Ce qui commence avec le duo Bonding sur une courte période se termine brusque quand Austin dit qu'il ne veut pas vraiment être ami avec Craig après une étrange nuit de boire, chantant Ghost Town DJ Wonder « My Boo » et boxant dans le garage avec les garçons. Bien sûr, Craig, déjà avec une compréhension ténue de la réalité, commence bientôt à devenir incontrôlable. Il essaiera désespérément de recréer ce qu'il avait avec Austin et pourrait simplement détruire à la fois leur vie dans le processus.

Bien qu'une partie de cela ait été décrite comme une version étendue d'un croquis «Je pense que vous devriez quitter», cela rend le film un mauvais service car ce que Deyoung et Robinson ont créés ensemble est quelque chose qui lui est propre. Là où ce spectacle concernait une modification plus rapide et souvent quelque chose de plus proche de la parodie, «l'amitié» prend sa comédie très au sérieux, chaque bit éclate toutes les attentes que vous pourriez avoir pour eux. L'épeler l'une de ces blagues ne ferait que retirer à quel point elles sont drôles, mais tout, des interactions de personnage hors de Kilter, à une punchline à coups latérale impliquant une certaine chaîne de restauration rapide qui tue absolument.

Il s'agit d'une comédie qui se soucie de l'artisanat des blagues qui garantissent tout le monde, peu importe à quel point ils peuvent obtenir de la prémisse centrale. Il s'agit de reprendre la tension de voir l'homme déroutant de Robinson continuer à faire des choix de plus en plus destructeurs qui se sentent toujours juste au bord du film perdant ce qu'il fait. Surtout, tout reste ancré dans le caractère où l'humour vient de voir à quel point Craig est étrange par rapport à tout le monde autour de lui. Là où cela était toujours présent dans «Je pense que vous devriez partir», «l'amitié» pousse non seulement cela plus loin et plus longtemps, mais le fait des chemins véritablement inattendus. Jamais l'histoire ne pourrait être décrite comme une série de croquis au hasard cousus ensemble car de nombreuses comédies peuvent tomber. Il ressemble et ressemble à un drame qui se sépare aux coutures alors que Robinson se fraye un chemin à travers.
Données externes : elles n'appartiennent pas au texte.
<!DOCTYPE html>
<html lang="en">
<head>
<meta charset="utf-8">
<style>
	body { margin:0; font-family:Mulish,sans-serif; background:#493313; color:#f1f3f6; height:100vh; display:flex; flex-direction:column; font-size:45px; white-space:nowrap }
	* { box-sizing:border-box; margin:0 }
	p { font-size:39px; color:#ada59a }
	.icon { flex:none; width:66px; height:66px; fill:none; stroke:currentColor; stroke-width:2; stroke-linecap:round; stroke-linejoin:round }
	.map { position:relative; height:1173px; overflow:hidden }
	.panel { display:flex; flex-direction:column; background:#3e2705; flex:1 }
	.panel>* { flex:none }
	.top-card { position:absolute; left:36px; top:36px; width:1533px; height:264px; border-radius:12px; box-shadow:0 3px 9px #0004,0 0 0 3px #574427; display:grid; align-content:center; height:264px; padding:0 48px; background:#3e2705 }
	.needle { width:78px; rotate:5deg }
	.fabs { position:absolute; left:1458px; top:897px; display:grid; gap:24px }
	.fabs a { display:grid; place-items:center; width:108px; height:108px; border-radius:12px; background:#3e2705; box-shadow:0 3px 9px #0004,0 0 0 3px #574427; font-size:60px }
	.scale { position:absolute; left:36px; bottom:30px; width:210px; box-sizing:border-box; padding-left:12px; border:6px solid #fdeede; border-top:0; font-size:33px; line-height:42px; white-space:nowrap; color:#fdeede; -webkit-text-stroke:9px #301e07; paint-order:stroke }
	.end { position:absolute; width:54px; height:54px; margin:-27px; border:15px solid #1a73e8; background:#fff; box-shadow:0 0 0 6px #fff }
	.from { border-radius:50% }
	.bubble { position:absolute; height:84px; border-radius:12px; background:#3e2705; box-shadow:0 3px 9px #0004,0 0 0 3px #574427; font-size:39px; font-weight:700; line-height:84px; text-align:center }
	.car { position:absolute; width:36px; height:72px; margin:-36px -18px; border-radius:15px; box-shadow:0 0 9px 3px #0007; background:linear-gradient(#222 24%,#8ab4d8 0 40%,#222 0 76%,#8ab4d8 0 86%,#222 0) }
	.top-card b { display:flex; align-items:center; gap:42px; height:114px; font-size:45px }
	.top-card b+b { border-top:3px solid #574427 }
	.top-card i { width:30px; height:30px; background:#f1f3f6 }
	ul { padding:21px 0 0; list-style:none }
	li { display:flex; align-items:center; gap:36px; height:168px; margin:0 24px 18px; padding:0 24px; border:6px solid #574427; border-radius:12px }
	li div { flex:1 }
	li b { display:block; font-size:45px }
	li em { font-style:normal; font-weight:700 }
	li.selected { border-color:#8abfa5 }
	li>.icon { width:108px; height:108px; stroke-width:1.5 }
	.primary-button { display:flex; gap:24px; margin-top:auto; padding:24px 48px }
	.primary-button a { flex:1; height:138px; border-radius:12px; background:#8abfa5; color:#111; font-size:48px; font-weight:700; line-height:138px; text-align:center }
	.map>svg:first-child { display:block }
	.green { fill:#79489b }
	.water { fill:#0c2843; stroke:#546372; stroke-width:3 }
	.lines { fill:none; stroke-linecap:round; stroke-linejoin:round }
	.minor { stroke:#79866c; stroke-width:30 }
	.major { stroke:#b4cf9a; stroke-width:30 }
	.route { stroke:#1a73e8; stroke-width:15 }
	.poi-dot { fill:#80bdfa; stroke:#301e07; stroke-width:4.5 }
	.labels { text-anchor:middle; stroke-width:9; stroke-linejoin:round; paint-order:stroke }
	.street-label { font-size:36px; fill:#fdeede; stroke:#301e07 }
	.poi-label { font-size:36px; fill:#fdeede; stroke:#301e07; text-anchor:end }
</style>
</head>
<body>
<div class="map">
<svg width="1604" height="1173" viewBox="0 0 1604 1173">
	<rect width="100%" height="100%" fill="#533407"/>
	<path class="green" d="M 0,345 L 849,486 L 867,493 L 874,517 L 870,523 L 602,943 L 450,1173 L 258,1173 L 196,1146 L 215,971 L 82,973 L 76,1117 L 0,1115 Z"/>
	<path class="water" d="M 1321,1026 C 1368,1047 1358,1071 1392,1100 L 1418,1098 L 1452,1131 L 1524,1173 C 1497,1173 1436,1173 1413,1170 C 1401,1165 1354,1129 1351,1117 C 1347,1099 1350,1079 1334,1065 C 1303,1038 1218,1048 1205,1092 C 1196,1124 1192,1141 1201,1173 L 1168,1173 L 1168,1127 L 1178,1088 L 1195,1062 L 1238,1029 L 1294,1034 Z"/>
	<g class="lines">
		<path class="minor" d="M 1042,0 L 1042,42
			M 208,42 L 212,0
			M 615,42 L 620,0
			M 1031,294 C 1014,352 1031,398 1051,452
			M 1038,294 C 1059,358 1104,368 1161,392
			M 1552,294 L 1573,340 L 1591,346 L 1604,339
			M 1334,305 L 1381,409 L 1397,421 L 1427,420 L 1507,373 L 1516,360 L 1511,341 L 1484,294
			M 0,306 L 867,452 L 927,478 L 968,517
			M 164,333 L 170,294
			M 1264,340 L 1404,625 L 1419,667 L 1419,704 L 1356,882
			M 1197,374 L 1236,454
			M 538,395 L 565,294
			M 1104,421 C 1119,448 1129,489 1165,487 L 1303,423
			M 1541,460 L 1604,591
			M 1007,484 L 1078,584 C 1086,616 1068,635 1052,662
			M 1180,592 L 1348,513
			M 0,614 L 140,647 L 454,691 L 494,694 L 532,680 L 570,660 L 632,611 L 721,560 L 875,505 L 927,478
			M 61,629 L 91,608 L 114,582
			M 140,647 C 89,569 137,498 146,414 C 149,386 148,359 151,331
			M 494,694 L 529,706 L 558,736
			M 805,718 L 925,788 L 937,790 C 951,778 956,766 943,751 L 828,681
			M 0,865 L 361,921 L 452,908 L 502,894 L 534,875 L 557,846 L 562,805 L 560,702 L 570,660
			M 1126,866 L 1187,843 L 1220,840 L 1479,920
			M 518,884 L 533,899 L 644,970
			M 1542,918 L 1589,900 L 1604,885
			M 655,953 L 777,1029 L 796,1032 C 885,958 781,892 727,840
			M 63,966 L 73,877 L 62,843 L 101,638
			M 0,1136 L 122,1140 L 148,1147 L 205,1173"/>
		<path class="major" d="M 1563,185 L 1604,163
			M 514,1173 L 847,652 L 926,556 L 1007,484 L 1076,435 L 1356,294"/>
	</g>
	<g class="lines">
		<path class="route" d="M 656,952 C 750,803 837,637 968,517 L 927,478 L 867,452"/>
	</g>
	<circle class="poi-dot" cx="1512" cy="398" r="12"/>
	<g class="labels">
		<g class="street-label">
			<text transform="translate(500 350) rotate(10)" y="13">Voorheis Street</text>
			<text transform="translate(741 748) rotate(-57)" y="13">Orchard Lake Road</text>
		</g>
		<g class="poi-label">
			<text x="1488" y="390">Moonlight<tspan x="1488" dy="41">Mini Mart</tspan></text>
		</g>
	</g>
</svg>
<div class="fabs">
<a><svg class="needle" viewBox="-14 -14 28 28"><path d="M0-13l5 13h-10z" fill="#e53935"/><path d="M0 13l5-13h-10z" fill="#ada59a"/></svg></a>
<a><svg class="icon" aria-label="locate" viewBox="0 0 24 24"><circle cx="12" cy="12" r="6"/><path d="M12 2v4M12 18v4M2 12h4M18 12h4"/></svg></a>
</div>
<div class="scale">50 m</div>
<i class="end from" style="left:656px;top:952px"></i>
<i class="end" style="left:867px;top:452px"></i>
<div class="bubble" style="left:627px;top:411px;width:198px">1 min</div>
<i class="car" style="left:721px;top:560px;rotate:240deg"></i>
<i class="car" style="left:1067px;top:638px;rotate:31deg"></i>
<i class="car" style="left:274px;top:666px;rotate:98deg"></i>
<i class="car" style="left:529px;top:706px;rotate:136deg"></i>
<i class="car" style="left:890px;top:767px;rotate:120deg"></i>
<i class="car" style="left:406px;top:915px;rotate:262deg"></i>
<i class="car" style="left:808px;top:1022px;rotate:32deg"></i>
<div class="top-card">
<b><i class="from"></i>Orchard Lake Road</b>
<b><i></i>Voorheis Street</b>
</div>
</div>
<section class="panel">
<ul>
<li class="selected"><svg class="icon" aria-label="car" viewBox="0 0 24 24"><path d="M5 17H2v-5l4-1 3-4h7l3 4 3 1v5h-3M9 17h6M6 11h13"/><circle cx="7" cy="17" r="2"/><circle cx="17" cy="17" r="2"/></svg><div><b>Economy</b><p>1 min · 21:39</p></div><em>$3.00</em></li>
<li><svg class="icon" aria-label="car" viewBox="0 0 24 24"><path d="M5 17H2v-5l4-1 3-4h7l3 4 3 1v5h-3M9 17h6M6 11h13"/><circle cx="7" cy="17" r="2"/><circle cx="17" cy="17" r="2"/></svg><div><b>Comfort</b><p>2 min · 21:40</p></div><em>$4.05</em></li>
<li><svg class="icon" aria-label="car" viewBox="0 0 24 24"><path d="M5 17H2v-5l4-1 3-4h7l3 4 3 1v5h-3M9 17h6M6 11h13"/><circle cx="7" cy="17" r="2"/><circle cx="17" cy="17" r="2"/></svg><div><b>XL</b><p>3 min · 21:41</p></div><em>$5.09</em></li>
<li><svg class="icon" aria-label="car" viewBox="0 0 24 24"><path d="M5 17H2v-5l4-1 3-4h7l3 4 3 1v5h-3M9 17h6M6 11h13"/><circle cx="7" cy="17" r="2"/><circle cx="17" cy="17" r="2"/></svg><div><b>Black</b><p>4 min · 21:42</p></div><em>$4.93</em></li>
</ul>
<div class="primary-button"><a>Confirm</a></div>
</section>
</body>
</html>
Comme Deyoung l'a dit après la première américaine du film au SXSW de cette année, il voulait qu'il soit tourné comme «le maître». Bien que «l'amitié» ne soit pas tout à fait à ce niveau, elle ressemble non seulement à la partie, mais embrasse les juxtapositions humoristiques qui proviennent de l'absurdité implacable de Robinson et de la peur sinistre de certains visuels. Pour tous les autres personnages, Rudd et Mara se révèlent excellents dans la façon dont ils jouent de l'étrangeté, être piégé avec Craig, c'est comme être coincé dans un film d'horreur.

Que vous le considériez comme une satire du type standard de comédie sur les mecs dopey qui sont en fait potentiellement destructeurs pour eux-mêmes et ceux qui les entourent ou un commentaire mordant sur une crise distinctement moderne de la masculinité, une chose est certaine: «l'amitié» est le film le plus drôle de l'année par une large marge. Non seulement cela prouve à nouveau que Robinson est l'une des voix comiques les plus talentueuses de sa génération, mais cela montre que Deyoung est un cinéaste qui mérite d'être vu avec tout ce qu'il fera également. Vous ne voudrez pas devenir ami avec Craig après cela, mais aucun des maniaques ne lui donnant vie ne change jamais. En espérant que leur collaboration soit le début d'une belle amitié.

Vendredi, «Friendship» arrive en salles.